Hah bir de bu dengesiz
anlatıcı var. Bir kere de benim yanımda ol be bir kere! Ben bu hikâyenin baş
karakteriyim! Kahramanıyım lan ben! Senin gibi yazarın ben, off şansıma
tüküreyim.
Nolurdu Mevsim
Katliamında karizmatik bir komiser olaydım çok mu şey istiyorum haa söyle… hah
hah hah …
Zaten en son
yediklerimi de kustum iyice halim kalmadı.
Ben böyle can hıraş
şekilde hararetli hararetli söylenirken bana doğru birinin seslendiğini duymamla
düşüncelerimden sıyrıldım.
“Heey, orada şapşal
şapşal kendi kendine mırıldanıp duran kusmuk bey, iyi misin?”
“Kusmuk?!”
…eveeet rakibine
çok güzel bir kroşe vuruyor vee nakavt! Ding, Ding, Ding! Hatta bu bir manga
olsaydı “kusmuk” yazısı ok gibi saplanırdı o derece yani…
Eeeh, yeter artık be
şimdi de okuyucularla muhabbete mi sardın işini yap be adam!
“Hey, sana diyorum
tek kişilik gösterin bitti mi?”
“A-ahh se-selam.” Aahhh ölmek istiyoruuum~~ utançtan
yerin dibine gireceğim evet yine.
“Bir şeyler yemek
istiyorsan sana Pitonlu deve pilavını öneririm. Tadı aynı tavuklu pilava benziyor,
yani biraz andırıyor. En azından adını görmezden gelip yediğinde, ilk
denediğimde bana öyle gelmişti.”
“Bu arada neden
benim masama gelip oturmuyorsun burada böyle çömelip konuşmak pek hoş değil de.”
“Ahh tabi, şey
pardon haklısın.”
“İşte geldik buyurun
oturun.”
“Bu arada ben Hayal.”
“Yok lütfen gerçek
olsun”. Oğluuum çok güzelmiş yaa, şu absürt
yerde başıma gelen en güzel şey diyebilirim.

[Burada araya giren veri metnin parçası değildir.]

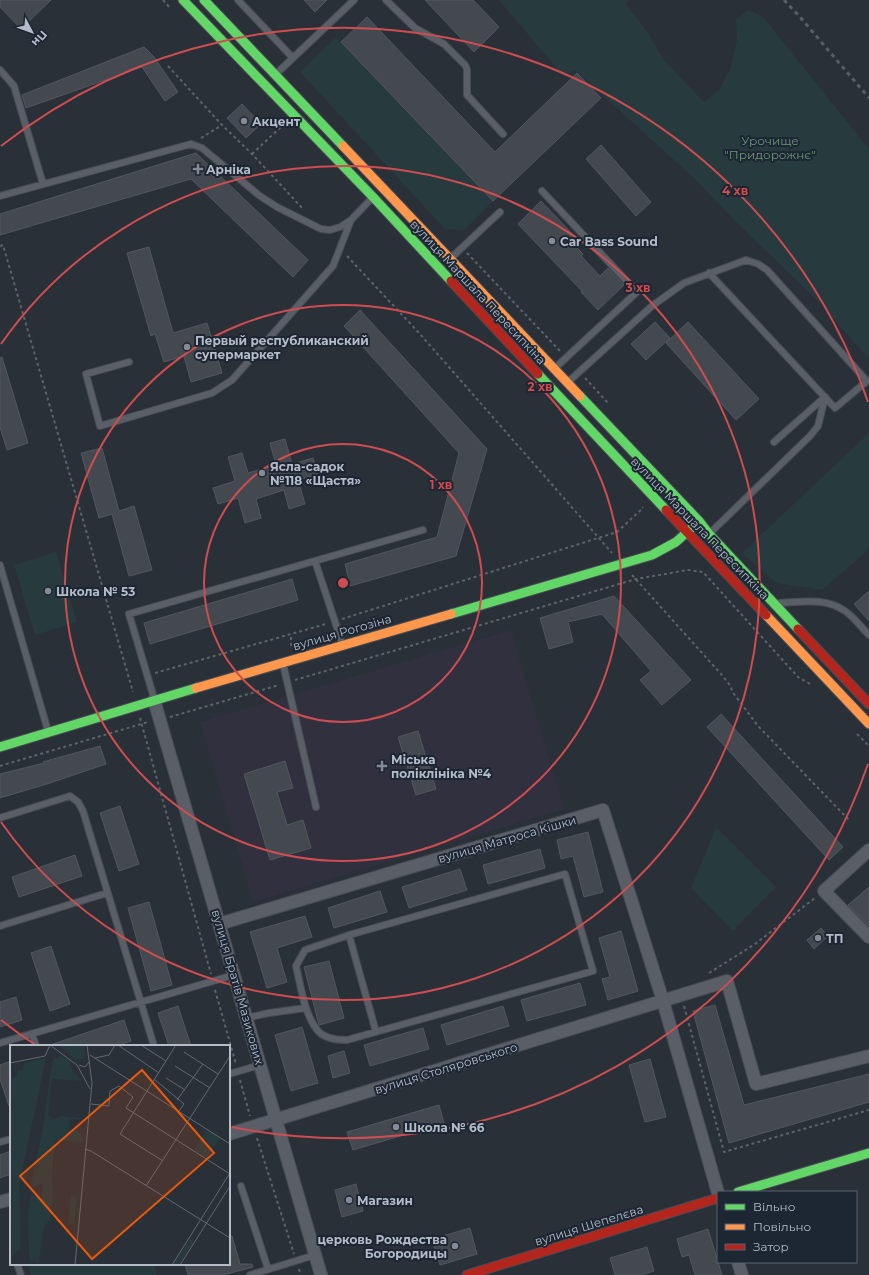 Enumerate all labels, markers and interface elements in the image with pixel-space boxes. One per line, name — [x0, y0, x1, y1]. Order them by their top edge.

O kusursuz gülüşü, kıvırcık turuncu saçları, blablabla -buraları
açık açık yazmayalım çünkü o zaman bu hikâye amacından sapıp iyice +18
hikâyelere döner.- Lan düşüncelerimde özgür bırak bari
be!
“E-efendim? Ney
gerçek olsun? Adın mı?”
“Ha?! Yok yok Umut
ben, ben de memnun oldum.”
Hımm,
gerçekten ilginç bir çocuk. Arada çok dalıp gidiyor ama beş gündür gördüğüm ilk
normal insan olmasından dolayı bayağı rahatladım, yoksa kafayı yiyecektim.
“Az önce yemeğin adı
ne demiştin?”
“Ha, o mu pitonlu
deve pilavı.”
Adını
duymam bile yetiyor. Yüzüm hem iğrenme ve tekrar kusma hissi hem de çaresizlik
oluşmasını anlatabilecek bir ifadeye bürünmeye çalışan ifade çorbasına döndü
resmen.
“Evet adını duyunca
benim de ilk tepkim aynı böyle olmuştu ama mecburen tadına bakmak zorunda
kalmıştım. Malum araştırma yapıyordum. Sonra baktım tadı bayağı bildik bir şeye
benziyordu ben de adını görmezden gelip yemiştim.”
Yüzünde memnun olmuş
bir ifadeyle sağ elini yanağına koymuş ve kafasını hafifçe yana eğmişti. Ben
cidden çok güzel kız diye düşünürken Hayal konuşmaya devam ediyordu.
“Nasıl yapıldığını
sorduğumda ise yüksek ısı buharında deve derisine sarıp içinde piştiğini
söylemişlerdi. O yüzden adı böyleymiş.”
“Ha peki öyle mi? Gerçekten
çok memnun oldum ve çok da güzelsin ama cidden benim burad… ben son kısmı da
dışımdan söyledim değil mi?”
“Evet çok klişe
olacak ama söyledin haklısın.”
Çok
zarif bir gülümsemeyle bunları söylerken bile çok tatlı. Hadi adamım şimdi
dalıp gitmenin sırası değil.
“Ayrıca hiç buradan
çıkmaya zahmet etme. Ben tam beş gündür buradayım ve senin de aklına geldiği
gibi yaptığım ilk şey kapıdan gerisin geri çıkmaktı. Ama denediğimde sanki
görünmez bir duvar varmış gibi yüzümü çarpmıştım. Cidden hoş bir tecrübe
değildi.” O an birden gözlerimin önünde tekrar belirince istemsizce sol elimin
işaret parmağıyla sol yanağımı hafifçe kaşıyormuş gibi dokunurken utancımı
belli belirsiz bir gülümsemenin arkasına saklamaya çalışmıştım.
“Ayrıca hani
araştırma yapıyorken yemek zorunda kaldım dedim ya, hah işte belki buradan
çıkmanın anahtarı tüm o adı iğrenç olan yemekleri yemektir diye düşünmüştüm.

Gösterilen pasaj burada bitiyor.